Omit all pictures. Reproduce exactly the lines from the first line of the records below through the line with "-50%;border:3px solid #fff;box-shadow:0".

[[ RECORDS FOR THIS EXERCISE, beginning ]]

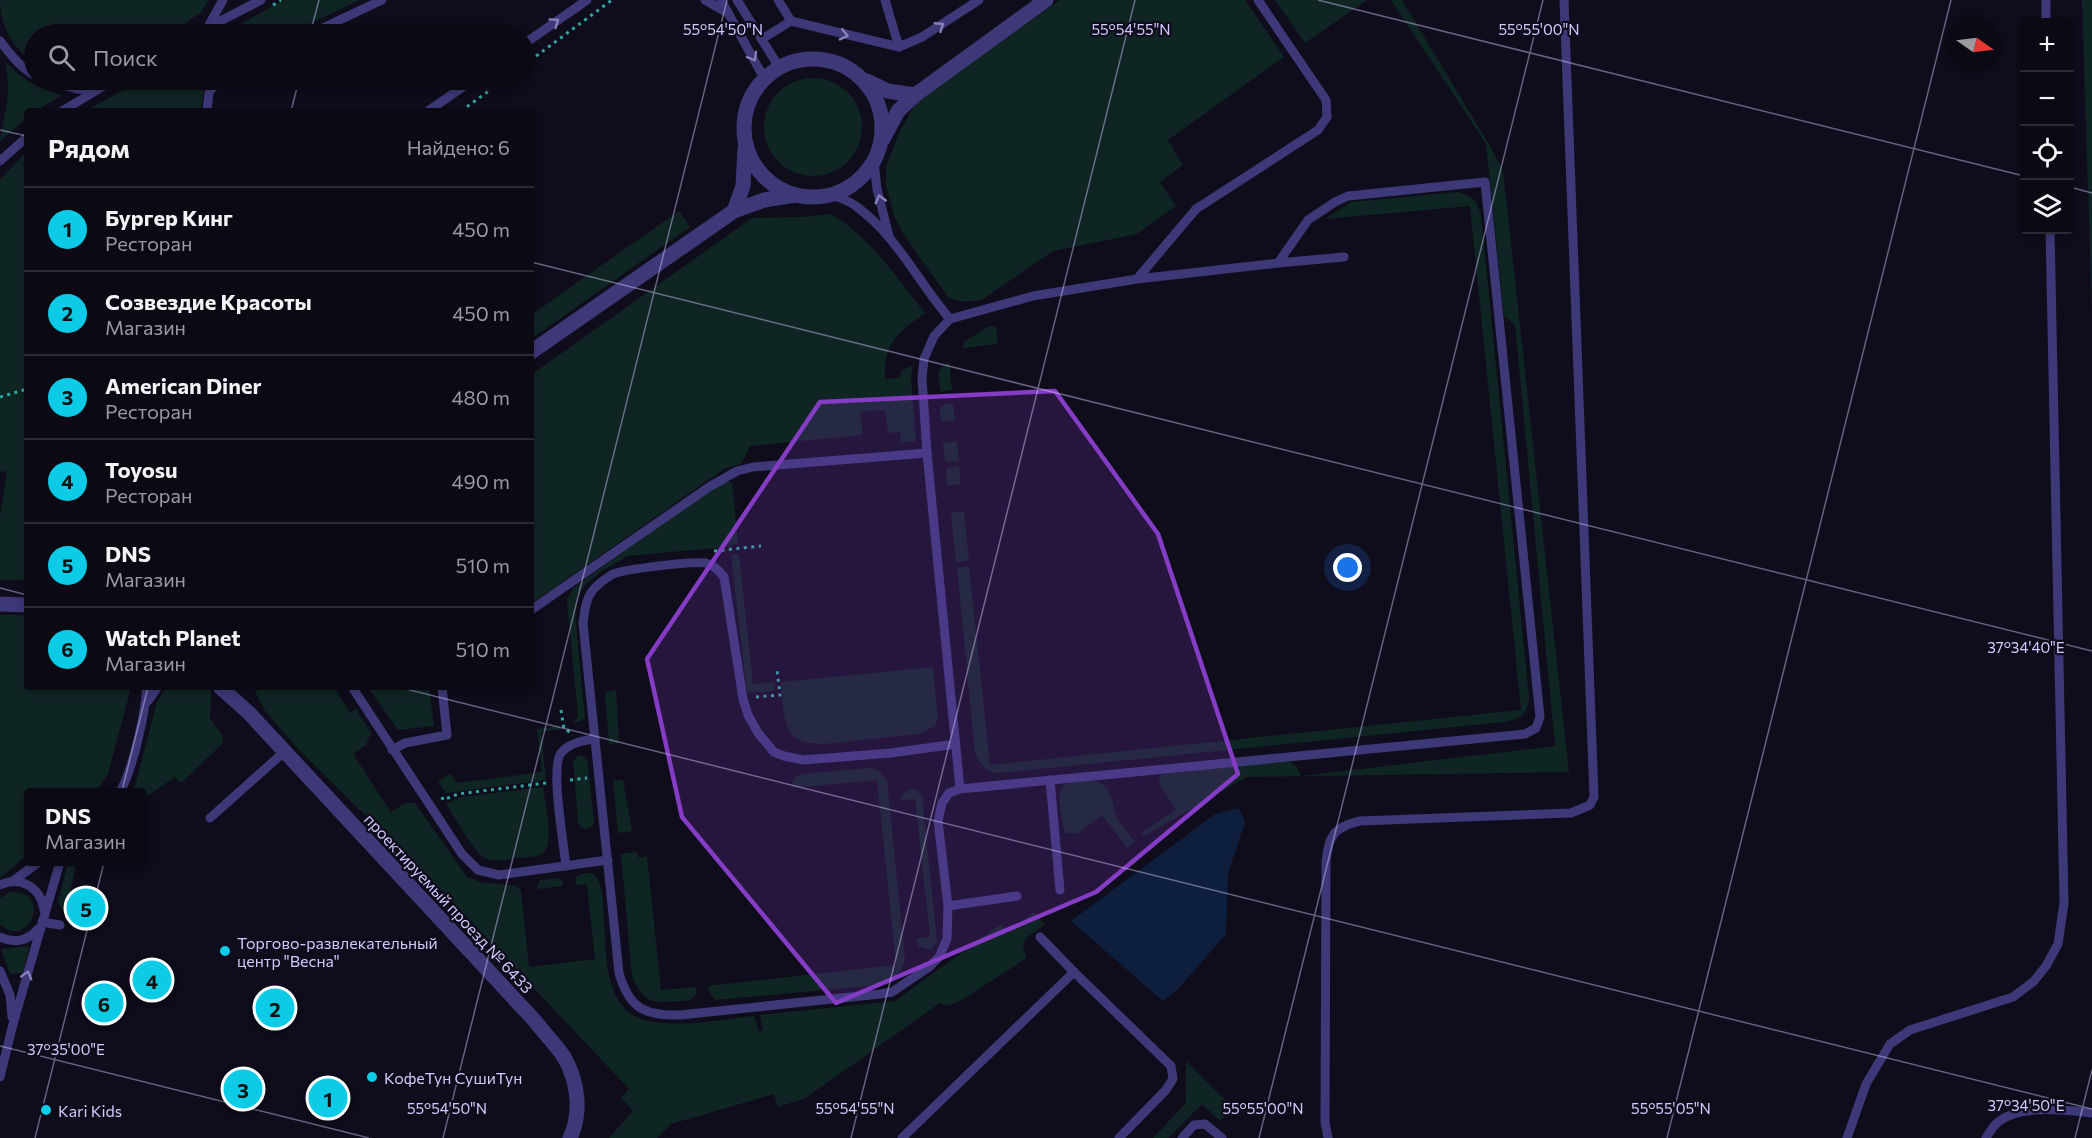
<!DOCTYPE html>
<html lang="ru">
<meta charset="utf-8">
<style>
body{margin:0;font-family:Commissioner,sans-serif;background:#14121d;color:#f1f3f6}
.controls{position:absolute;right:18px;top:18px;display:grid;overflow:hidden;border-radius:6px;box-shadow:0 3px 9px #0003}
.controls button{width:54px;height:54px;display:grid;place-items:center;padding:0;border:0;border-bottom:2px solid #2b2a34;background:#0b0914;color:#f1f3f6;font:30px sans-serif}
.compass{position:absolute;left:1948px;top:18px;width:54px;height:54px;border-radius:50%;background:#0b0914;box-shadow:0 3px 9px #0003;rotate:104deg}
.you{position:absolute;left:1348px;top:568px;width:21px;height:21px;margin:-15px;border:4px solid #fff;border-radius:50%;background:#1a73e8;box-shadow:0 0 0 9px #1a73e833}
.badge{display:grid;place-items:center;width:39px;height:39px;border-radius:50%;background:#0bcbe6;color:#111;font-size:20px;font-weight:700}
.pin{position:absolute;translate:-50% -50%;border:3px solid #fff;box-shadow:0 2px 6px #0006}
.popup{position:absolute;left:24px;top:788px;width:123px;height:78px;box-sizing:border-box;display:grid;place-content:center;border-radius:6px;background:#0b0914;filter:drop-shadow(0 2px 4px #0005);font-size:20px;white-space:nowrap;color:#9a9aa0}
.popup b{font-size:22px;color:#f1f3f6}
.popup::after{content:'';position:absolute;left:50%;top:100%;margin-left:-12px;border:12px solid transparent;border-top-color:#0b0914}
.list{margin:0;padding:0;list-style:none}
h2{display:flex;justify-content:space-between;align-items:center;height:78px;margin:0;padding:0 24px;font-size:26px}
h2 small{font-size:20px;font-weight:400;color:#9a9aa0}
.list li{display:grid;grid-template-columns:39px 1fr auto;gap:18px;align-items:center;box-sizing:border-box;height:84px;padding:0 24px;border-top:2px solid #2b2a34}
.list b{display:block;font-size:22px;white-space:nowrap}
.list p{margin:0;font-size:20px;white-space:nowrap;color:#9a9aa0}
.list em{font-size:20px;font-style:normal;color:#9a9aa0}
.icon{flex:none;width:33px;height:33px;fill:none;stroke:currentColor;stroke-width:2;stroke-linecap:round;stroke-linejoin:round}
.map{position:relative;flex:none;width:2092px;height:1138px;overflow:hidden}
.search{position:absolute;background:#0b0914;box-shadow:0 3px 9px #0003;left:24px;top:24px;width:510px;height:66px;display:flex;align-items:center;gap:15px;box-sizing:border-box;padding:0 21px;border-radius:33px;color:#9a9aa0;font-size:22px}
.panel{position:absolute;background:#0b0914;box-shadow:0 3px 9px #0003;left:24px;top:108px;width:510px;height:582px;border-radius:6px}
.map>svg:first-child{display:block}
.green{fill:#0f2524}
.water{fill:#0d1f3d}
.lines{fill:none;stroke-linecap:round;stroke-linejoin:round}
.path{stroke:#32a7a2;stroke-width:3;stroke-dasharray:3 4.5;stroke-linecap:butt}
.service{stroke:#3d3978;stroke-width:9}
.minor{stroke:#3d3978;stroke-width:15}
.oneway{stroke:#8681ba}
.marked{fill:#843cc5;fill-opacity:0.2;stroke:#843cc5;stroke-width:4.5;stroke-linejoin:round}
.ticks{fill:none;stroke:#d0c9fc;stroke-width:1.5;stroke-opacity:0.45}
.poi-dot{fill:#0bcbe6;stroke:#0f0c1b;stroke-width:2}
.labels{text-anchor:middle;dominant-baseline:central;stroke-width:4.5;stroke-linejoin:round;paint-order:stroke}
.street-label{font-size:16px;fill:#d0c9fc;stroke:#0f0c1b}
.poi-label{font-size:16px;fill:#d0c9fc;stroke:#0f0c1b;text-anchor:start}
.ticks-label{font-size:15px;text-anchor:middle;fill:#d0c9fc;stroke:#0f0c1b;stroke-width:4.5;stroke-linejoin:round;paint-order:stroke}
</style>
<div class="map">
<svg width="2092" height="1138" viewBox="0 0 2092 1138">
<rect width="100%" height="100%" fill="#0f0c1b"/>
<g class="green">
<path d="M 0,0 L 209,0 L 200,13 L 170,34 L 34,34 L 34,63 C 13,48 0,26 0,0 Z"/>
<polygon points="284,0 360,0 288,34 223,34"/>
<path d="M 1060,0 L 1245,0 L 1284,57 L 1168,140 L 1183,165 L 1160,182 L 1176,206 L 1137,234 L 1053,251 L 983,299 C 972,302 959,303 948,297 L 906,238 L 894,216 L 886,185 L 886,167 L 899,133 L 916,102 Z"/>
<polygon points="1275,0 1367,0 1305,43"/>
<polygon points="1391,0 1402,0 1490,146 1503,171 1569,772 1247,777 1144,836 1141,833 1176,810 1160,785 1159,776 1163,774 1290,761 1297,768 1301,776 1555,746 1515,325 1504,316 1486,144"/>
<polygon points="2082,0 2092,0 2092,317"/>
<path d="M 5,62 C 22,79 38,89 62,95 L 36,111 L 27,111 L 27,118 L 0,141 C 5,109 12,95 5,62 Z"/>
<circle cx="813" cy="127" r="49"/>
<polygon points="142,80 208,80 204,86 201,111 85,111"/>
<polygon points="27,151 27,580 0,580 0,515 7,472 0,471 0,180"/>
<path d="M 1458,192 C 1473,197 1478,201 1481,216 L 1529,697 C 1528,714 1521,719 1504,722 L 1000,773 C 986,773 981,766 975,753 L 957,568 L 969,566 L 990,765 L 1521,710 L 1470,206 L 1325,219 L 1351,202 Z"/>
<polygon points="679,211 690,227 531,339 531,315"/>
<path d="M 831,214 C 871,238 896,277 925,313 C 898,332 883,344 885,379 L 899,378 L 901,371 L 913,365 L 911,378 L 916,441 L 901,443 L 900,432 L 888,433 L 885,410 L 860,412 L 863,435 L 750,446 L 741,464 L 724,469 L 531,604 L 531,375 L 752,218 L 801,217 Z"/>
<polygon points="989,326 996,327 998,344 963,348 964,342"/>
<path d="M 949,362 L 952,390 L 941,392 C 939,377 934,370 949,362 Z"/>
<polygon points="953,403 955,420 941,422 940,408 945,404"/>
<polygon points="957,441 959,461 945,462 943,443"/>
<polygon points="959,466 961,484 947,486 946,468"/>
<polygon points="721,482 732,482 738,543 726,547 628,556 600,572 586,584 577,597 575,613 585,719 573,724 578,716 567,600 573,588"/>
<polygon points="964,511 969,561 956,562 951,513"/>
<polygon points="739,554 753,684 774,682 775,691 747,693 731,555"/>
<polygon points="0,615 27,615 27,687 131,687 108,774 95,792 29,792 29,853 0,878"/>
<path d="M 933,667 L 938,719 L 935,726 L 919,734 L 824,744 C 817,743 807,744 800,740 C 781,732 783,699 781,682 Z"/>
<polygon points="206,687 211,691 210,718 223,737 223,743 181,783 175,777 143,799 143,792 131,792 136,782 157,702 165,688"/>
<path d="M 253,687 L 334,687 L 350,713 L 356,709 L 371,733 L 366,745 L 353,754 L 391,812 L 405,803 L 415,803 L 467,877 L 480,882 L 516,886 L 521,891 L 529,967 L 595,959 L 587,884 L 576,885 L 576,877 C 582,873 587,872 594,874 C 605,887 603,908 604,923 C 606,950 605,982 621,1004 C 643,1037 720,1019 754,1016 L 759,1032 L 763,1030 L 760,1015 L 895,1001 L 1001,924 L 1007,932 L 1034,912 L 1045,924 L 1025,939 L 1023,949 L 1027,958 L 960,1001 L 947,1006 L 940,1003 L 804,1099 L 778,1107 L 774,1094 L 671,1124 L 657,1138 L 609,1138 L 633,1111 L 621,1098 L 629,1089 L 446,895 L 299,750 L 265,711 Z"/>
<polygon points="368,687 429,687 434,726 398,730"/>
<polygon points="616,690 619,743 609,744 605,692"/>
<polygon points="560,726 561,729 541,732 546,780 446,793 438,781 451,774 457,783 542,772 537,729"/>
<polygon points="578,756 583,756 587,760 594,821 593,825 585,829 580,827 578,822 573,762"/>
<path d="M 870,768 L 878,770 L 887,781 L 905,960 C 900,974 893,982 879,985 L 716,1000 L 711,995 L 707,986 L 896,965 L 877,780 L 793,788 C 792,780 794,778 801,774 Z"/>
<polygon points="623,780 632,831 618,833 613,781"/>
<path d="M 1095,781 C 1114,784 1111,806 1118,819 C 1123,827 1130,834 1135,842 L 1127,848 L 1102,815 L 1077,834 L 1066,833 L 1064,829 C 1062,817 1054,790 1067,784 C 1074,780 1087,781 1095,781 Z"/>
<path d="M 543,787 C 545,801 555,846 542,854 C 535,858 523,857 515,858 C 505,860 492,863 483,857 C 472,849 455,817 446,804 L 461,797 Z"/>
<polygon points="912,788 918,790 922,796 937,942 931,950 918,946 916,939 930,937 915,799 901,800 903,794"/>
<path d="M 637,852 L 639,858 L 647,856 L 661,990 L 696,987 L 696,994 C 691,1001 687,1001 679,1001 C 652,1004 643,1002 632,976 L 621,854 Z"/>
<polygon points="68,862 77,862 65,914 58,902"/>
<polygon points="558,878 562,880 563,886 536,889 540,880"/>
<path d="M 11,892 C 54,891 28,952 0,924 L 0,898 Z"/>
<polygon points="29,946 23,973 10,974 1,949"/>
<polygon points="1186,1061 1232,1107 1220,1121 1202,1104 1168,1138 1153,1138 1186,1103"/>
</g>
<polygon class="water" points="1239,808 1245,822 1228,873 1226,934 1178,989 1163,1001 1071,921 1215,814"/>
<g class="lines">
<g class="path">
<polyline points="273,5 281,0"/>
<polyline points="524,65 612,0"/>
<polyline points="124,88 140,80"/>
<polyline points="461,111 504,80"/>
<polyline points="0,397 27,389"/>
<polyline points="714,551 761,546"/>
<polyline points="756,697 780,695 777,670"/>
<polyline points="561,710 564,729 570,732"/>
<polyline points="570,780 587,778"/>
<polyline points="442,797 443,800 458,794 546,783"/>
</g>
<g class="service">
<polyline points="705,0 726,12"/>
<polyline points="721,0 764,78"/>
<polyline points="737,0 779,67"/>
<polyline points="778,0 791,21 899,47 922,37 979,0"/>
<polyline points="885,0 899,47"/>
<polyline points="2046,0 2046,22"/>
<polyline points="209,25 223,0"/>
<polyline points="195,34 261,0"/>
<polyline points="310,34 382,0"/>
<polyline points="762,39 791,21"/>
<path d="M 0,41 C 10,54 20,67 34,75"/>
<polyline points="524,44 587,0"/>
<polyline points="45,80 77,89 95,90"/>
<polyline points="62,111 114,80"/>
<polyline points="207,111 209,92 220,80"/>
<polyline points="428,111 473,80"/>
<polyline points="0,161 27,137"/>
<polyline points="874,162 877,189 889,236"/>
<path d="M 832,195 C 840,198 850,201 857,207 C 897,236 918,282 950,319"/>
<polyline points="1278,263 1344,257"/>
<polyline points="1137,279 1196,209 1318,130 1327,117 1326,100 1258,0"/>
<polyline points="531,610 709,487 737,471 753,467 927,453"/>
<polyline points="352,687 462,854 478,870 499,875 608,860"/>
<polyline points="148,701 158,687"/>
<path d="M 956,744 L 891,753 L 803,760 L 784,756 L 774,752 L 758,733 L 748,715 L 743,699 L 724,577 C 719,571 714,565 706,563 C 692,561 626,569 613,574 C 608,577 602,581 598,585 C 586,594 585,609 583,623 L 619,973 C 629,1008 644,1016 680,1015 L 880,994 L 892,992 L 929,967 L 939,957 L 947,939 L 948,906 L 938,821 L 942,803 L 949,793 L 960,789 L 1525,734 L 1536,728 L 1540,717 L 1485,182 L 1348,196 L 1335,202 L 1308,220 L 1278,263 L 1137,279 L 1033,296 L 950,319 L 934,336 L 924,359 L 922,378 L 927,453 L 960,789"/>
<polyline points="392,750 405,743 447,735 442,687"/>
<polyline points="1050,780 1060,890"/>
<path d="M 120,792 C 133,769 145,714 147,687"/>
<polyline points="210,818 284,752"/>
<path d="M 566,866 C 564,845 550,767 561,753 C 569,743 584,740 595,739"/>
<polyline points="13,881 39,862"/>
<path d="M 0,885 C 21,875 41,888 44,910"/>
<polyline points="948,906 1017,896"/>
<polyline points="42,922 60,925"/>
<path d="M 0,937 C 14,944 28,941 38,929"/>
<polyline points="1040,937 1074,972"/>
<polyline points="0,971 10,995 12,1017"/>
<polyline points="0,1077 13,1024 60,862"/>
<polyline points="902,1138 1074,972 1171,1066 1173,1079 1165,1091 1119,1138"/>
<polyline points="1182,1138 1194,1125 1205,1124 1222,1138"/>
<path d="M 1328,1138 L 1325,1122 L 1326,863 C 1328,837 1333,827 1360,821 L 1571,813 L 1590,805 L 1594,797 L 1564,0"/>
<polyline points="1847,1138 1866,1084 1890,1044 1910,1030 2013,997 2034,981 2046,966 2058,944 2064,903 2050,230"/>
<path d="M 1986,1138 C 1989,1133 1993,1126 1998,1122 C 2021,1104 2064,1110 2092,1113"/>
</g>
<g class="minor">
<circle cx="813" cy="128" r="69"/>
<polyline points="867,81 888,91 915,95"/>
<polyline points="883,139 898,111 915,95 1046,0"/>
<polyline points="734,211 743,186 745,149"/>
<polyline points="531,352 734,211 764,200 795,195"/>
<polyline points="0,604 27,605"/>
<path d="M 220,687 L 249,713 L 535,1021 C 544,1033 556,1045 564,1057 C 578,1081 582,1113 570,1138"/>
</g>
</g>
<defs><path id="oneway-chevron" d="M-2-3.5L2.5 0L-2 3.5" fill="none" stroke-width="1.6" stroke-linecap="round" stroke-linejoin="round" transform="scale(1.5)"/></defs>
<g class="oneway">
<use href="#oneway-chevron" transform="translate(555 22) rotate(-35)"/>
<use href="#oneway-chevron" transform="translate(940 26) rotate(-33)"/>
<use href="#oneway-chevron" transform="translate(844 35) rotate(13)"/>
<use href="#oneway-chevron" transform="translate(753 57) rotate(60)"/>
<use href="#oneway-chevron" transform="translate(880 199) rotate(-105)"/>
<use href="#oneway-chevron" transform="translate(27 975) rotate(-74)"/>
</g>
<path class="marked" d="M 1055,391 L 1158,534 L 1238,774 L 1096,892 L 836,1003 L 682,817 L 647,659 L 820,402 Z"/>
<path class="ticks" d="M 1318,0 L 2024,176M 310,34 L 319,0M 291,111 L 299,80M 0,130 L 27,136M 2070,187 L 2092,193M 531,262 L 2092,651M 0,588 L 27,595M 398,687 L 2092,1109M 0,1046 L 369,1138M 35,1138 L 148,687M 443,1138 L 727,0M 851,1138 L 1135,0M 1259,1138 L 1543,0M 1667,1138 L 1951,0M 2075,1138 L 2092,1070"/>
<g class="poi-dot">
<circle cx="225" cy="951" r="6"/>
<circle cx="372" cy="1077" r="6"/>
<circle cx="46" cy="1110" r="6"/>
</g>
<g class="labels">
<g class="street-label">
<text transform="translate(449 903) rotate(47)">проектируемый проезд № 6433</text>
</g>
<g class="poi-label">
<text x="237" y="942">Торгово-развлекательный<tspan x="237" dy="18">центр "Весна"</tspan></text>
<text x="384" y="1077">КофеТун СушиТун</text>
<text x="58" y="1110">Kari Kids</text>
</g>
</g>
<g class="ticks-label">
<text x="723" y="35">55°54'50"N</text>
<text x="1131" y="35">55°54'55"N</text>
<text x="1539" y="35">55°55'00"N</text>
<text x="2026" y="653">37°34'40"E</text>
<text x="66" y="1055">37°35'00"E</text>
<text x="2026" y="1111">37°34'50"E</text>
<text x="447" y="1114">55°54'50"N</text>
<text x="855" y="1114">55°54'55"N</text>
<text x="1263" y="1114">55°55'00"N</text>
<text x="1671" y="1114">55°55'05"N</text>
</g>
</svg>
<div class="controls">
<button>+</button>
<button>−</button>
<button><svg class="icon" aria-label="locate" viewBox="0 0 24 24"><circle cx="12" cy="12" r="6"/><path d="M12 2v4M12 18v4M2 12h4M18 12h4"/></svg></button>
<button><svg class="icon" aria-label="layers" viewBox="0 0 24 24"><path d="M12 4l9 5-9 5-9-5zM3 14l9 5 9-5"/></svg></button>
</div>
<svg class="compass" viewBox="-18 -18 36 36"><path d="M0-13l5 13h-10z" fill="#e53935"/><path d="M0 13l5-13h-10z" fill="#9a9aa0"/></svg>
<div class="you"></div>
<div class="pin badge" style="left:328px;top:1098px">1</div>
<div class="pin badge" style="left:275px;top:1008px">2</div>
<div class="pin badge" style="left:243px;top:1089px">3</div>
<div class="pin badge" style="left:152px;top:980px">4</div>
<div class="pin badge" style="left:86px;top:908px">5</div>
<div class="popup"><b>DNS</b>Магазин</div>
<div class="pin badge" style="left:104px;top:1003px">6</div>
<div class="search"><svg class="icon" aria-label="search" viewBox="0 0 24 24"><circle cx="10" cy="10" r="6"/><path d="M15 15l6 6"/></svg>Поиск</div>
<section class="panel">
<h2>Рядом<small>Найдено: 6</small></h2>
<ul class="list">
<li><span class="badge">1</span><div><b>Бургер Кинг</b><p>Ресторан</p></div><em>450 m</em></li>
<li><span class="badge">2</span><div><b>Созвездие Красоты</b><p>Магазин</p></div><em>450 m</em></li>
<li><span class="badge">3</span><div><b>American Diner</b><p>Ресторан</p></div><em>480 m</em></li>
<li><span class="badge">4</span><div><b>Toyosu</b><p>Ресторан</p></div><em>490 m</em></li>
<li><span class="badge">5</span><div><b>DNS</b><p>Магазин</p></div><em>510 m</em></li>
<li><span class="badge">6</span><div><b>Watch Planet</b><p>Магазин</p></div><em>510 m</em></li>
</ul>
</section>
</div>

[[ RECORDS FOR THIS EXERCISE, end ]]

RESPONSE TO THIS TASK:
<!DOCTYPE html>
<html lang="ru">
<meta charset="utf-8">
<style>
body{margin:0;font-family:Commissioner,sans-serif;background:#14121d;color:#f1f3f6}
.controls{position:absolute;right:18px;top:18px;display:grid;overflow:hidden;border-radius:6px;box-shadow:0 3px 9px #0003}
.controls button{width:54px;height:54px;display:grid;place-items:center;padding:0;border:0;border-bottom:2px solid #2b2a34;background:#0b0914;color:#f1f3f6;font:30px sans-serif}
.compass{position:absolute;left:1948px;top:18px;width:54px;height:54px;border-radius:50%;background:#0b0914;box-shadow:0 3px 9px #0003;rotate:104deg}
.you{position:absolute;left:1348px;top:568px;width:21px;height:21px;margin:-15px;border:4px solid #fff;border-radius:50%;background:#1a73e8;box-shadow:0 0 0 9px #1a73e833}
.badge{display:grid;place-items:center;width:39px;height:39px;border-radius:50%;background:#0bcbe6;color:#111;font-size:20px;font-weight:700}
.pin{position:absolute;translate:-50% -50%;border:3px solid #fff;box-shadow:0 2px 6px #0006}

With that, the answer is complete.